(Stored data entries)
•••••

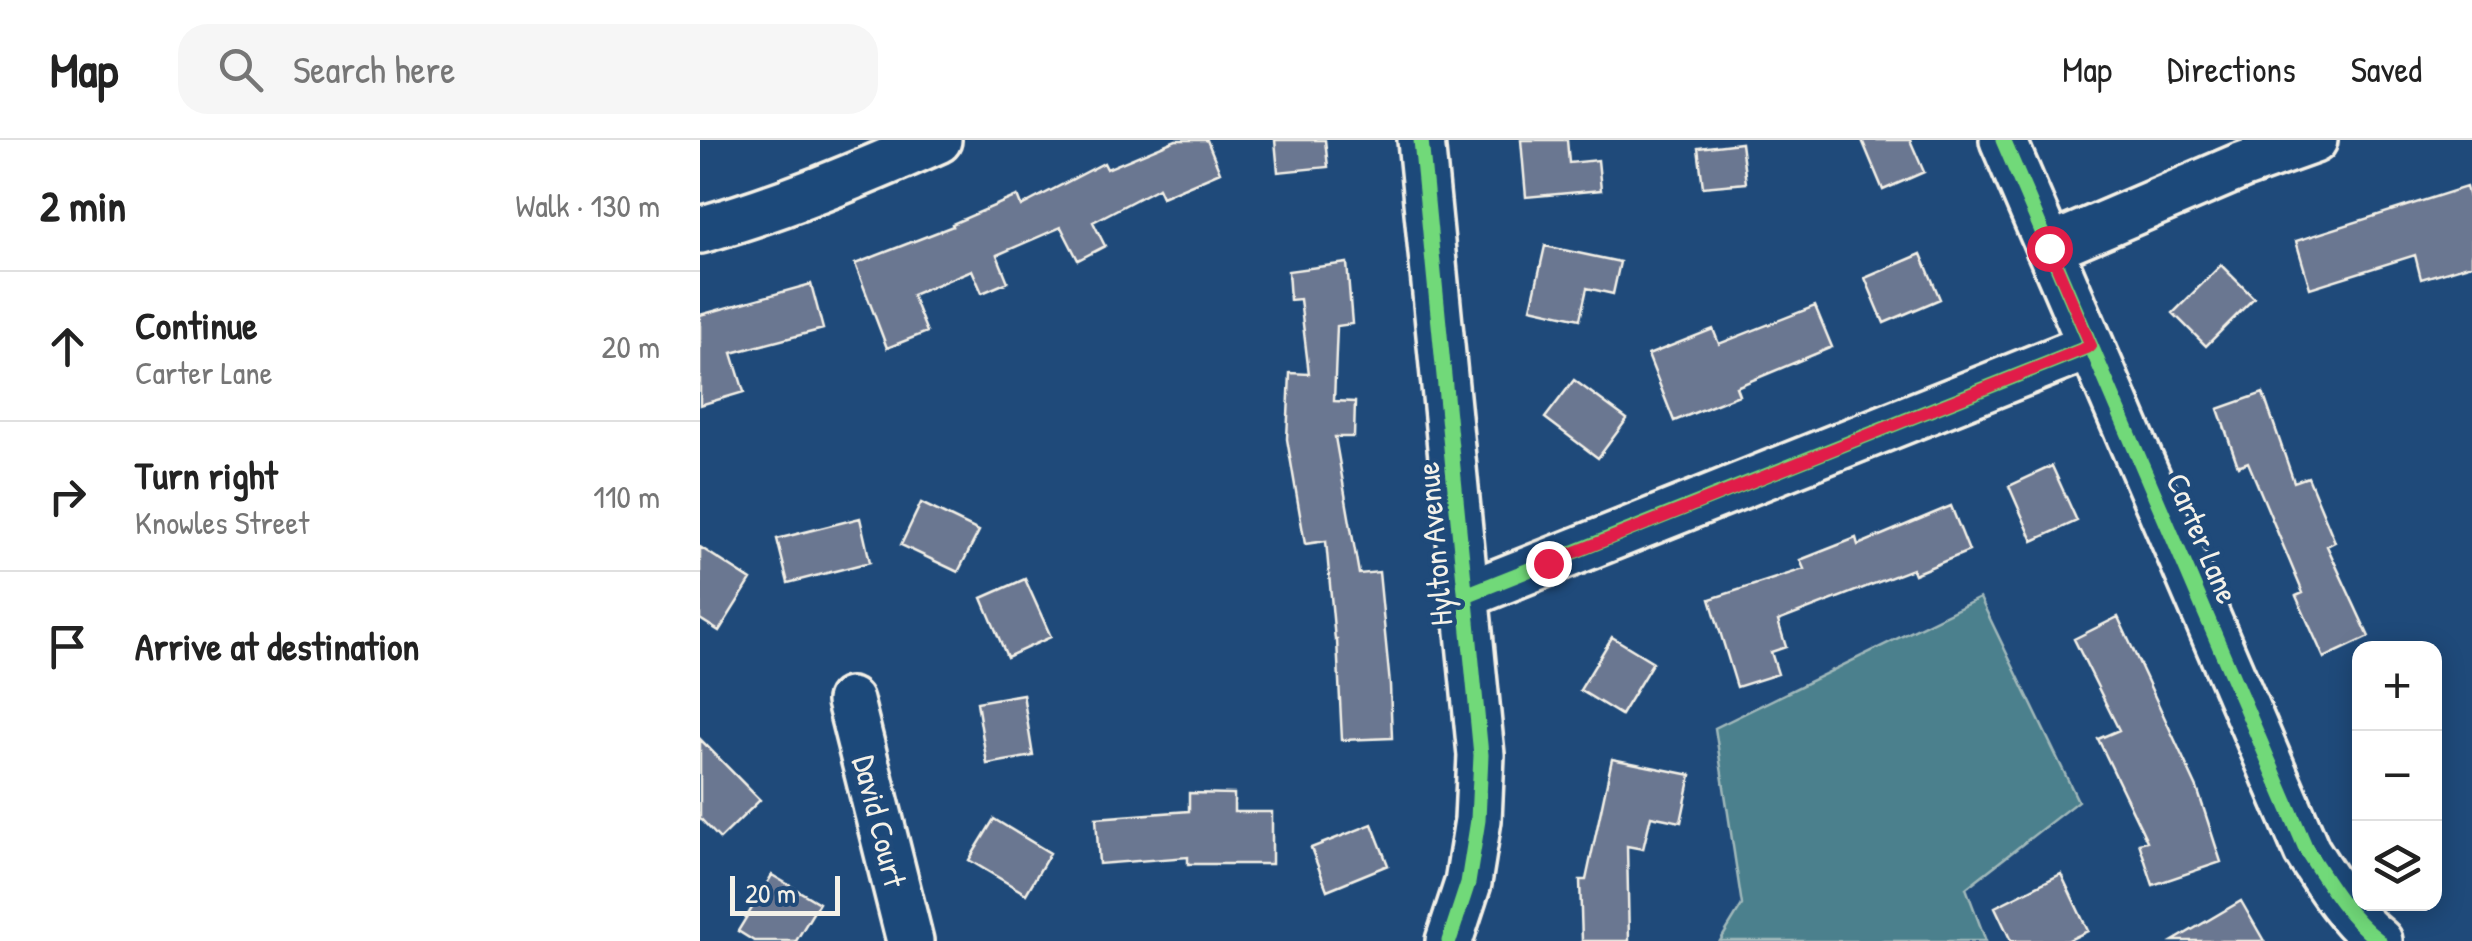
<!DOCTYPE html>
<meta charset="utf-8">
<style>
body{margin:0;font-family:"Patrick Hand",sans-serif;background:#f6f6f6;color:#222}
.controls{position:absolute;right:30px;bottom:30px;display:grid;overflow:hidden;border-radius:20px;box-shadow:0 5px 25px #0003}
.controls button{width:90px;height:90px;display:grid;place-items:center;padding:0;border:0;border-bottom:2px solid #e0e0e0;background:#fff;color:#222;font:50px sans-serif}
.scale{position:absolute;left:30px;bottom:25px;width:110px;box-sizing:border-box;padding-left:10px;border:5px solid #f4f1e8;border-top:0;font-size:28px;line-height:35px;white-space:nowrap;color:#f4f1e8;-webkit-text-stroke:8px #1f4a7a;paint-order:stroke}
.stop{position:absolute;width:30px;height:30px;margin:-22px;border:8px solid #e11d48;border-radius:50%;background:#fff}
.stop.end{background:#e11d48;border-color:#fff;box-shadow:0 2px 10px #0008}
.list{margin:0;padding:0;list-style:none}
h2{display:flex;justify-content:space-between;align-items:center;height:130px;margin:0;padding:0 40px;font-size:42px}
h2 small{font-size:32px;font-weight:400;color:#767676}
.list li{display:grid;grid-template-columns:65px 1fr auto;gap:30px;align-items:center;box-sizing:border-box;height:150px;padding:0 40px;border-top:2px solid #e0e0e0}
.list b{display:block;font-size:38px;white-space:nowrap}
.list p{margin:0;font-size:32px;white-space:nowrap;color:#767676}
.list em{font-size:32px;font-style:normal;color:#767676}
.icon{flex:none;width:55px;height:55px;fill:none;stroke:currentColor;stroke-width:2;stroke-linecap:round;stroke-linejoin:round}
.map{position:relative;flex:none;width:1772px;height:801px;overflow:hidden}
header{display:flex;align-items:center;gap:60px;box-sizing:border-box;height:140px;padding:0 50px;background:#fff;border-bottom:2px solid #e0e0e0}
header strong{font-size:48px}
nav{display:flex;gap:55px;margin-inline-start:auto;font-size:35px}
.search{width:700px;height:90px;background:#f6f6f6;display:flex;align-items:center;gap:25px;box-sizing:border-box;padding:0 35px;border-radius:30px;color:#767676;font-size:38px}
main{display:flex}
aside{flex:1;background:#fff}
.map>svg:first-child{display:block}
.green{fill:#4c808d;stroke:#a0b8ba;stroke-width:2.5}
.building{fill:#6b7791;stroke:#f4f1e8;stroke-width:2.5}
.lines{fill:none;stroke-linecap:round;stroke-linejoin:round}
.minor-casing{stroke:#f4f1e8;stroke-width:52}
.minor{stroke:#1f4a7a;stroke-width:45}
.cycleway-casing{stroke:#1f4a7a;stroke-width:21}
.cycleway{stroke:#71d979;stroke-width:15}
.route{stroke:#e11d48;stroke-width:12}
.labels{text-anchor:middle;dominant-baseline:central;stroke-width:9;stroke-linejoin:round;paint-order:stroke}
.street-label{font-size:32px;fill:#f4f1e8;stroke:#1f4a7a}
</style>
<header>
<strong>Map</strong>
<div class="search"><svg class="icon" aria-label="search" viewBox="0 0 24 24"><circle cx="10" cy="10" r="6"/><path d="M15 15l6 6"/></svg>Search here</div>
<nav><a>Map</a><a>Directions</a><a>Saved</a></nav>
</header>
<main>
<aside>
<h2>2 min<small>Walk · 130 m</small></h2>
<ul class="list">
<li><svg class="icon" aria-label="ahead" viewBox="0 0 24 24"><path d="M12 20V5M6 11l6-6 6 6"/></svg><div><b>Continue</b><p>Carter Lane</p></div><em>20 m</em></li>
<li><svg class="icon" aria-label="right" viewBox="0 0 24 24"><path d="M7 20v-9h11M14 6l5 5-5 5"/></svg><div><b>Turn right</b><p>Knowles Street</p></div><em>110 m</em></li>
<li><svg class="icon" aria-label="arrive" viewBox="0 0 24 24"><path d="M6 21V4h12l-3 4 3 4H6"/></svg><div><b>Arrive at destination</b></div></li>
</ul>
</aside>
<div class="map">
<svg width="1772" height="801" viewBox="0 0 1772 801">
<rect width="100%" height="100%" fill="#1f4a7a"/>
<filter id="ink" filterUnits="userSpaceOnUse"><feTurbulence type="fractalNoise" baseFrequency=".01" numOctaves="2"/><feDisplacementMap in="SourceGraphic" scale="20" xChannelSelector="R" yChannelSelector="G"/><feConvolveMatrix kernelMatrix="1 2 1 2 8 2 1 2 1" color-interpolation-filters="sRGB"/></filter>
<g filter="url(#ink)">
<path class="green" d="M1280 458 1378 661 1266 748 1286 801H1020L1042 765 1015 588Z"/>
<path class="building" d="M476 0H507L520 32 462 57 458 48 393 82 405 106 378 120 361 87 297 115 308 142 282 153 272 130 212 155 227 192 187 208 155 124 253 86 252 84 317 56 321 66 404 23 407 29Z
M575 0H625L628 27 578 32Z
M821 0H867L869 23 898 20 901 50 826 57Z
M1162 0H1210L1224 32 1183 50Z
M1041 3 1046 43 1003 47 998 8Z
M1766 47 1772 68V124L1721 139 1715 115 1610 148 1596 101Z
M845 106 920 122 913 154 887 148 880 179 831 168Z
M1221 114 1240 159 1184 183 1165 138Z
M647 123 652 184 637 186 634 261 655 262 654 297H635L659 434 679 432 690 545 692 598 642 600 637 500H635L626 401 605 404 587 299 590 233 609 234 600 159 590 160 588 131Z
M1521 125 1554 158 1506 206 1473 173Z
M111 144 123 189 32 213 44 252 0 265V175Z
M1115 166 1132 207 1036 247 1039 255 974 281 948 215 1013 189 1019 204Z
M874 240 927 279 898 318 845 278Z
M1563 253 1594 342 1608 337 1635 402 1627 406 1669 497 1624 518 1596 456 1603 453 1548 322 1538 326 1518 269Z
M1352 326 1377 381 1333 401 1309 346Z
M221 363 279 391 258 432 201 405Z
M1251 366 1269 411 1214 434 1212 429 1078 481 1086 507 1071 512 1078 534 1037 547 1010 459 1104 429 1100 420 1156 398 1158 405Z
M160 378 170 422 88 443 77 399Z
M0 407 51 440 19 491 0 479Z
M325 439 351 497 307 517 282 458Z
M1418 477 1497 648 1521 722 1453 745 1439 703 1447 701 1398 599 1419 590 1374 499Z
M912 497 953 522 921 575 880 550Z
M323 554 333 616 287 624 277 562Z
M0 599 60 660 20 699 0 678Z
M912 619 991 635 981 682 951 676 943 709 927 706 929 801H882L880 740H886Z
M489 653 534 654V672H572V724H488V717L399 724 396 678 489 671Z
M294 679 350 713 326 754 269 720Z
M672 684 688 725 627 750 611 708Z
M1361 734 1388 791 1367 801H1311L1295 767Z
M72 735 119 763 96 801H54L38 791Z
M1541 761 1564 801H1473Z"/>
<g class="lines">
<defs>
<path id="minor" d="M721 0 781 615 778 680 768 743 749 801
M1303 0 1607 711C1628 744 1648 777 1679 801
M0 90C82 67 161 34 238 0
M1349 108 1541 26 1614 0
M766 455 1391 206
M150 561 210 801"/>
</defs>
<use href="#minor" class="minor-casing"/>
<use href="#minor" class="minor"/>
<defs>
<path id="cycleway" d="M721 0 781 615 778 680 768 743 749 801
M1303 0 1607 711C1628 744 1648 777 1679 801
M766 455 1391 206"/>
</defs>
<use href="#cycleway" class="cycleway-casing"/>
<use href="#cycleway" class="cycleway"/>
</g>
</g>
<g class="lines" filter="url(#ink)">
<path class="route" d="M848 423 1391 206 1349 108"/>
</g>
<g class="labels">
<g class="street-label">
<text transform="translate(1503 398) rotate(67)">Carter Lane</text>
<text transform="translate(734 404) rotate(-95)">Hylton Avenue</text>
<text transform="translate(180 681) rotate(76)">David Court</text>
</g>
</g>
</svg>
<div class="controls">
<button>+</button>
<button>−</button>
<button><svg class="icon" aria-label="layers" viewBox="0 0 24 24"><path d="M12 4l9 5-9 5-9-5zM3 14l9 5 9-5"/></svg></button>
</div>
<div class="scale">20 m</div>
<div class="stop" style="left:1349px;top:108px"></div>
<div class="stop end" style="left:848px;top:423px"></div>
</div>
</main>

•••••

→ **Task instructions**: The answer must consist of every line above that holds the string "style", copied exactly.

→ **Solution**:
<style>
.list{margin:0;padding:0;list-style:none}
.list em{font-size:32px;font-style:normal;color:#767676}
</style>
<div class="stop" style="left:1349px;top:108px"></div>
<div class="stop end" style="left:848px;top:423px"></div>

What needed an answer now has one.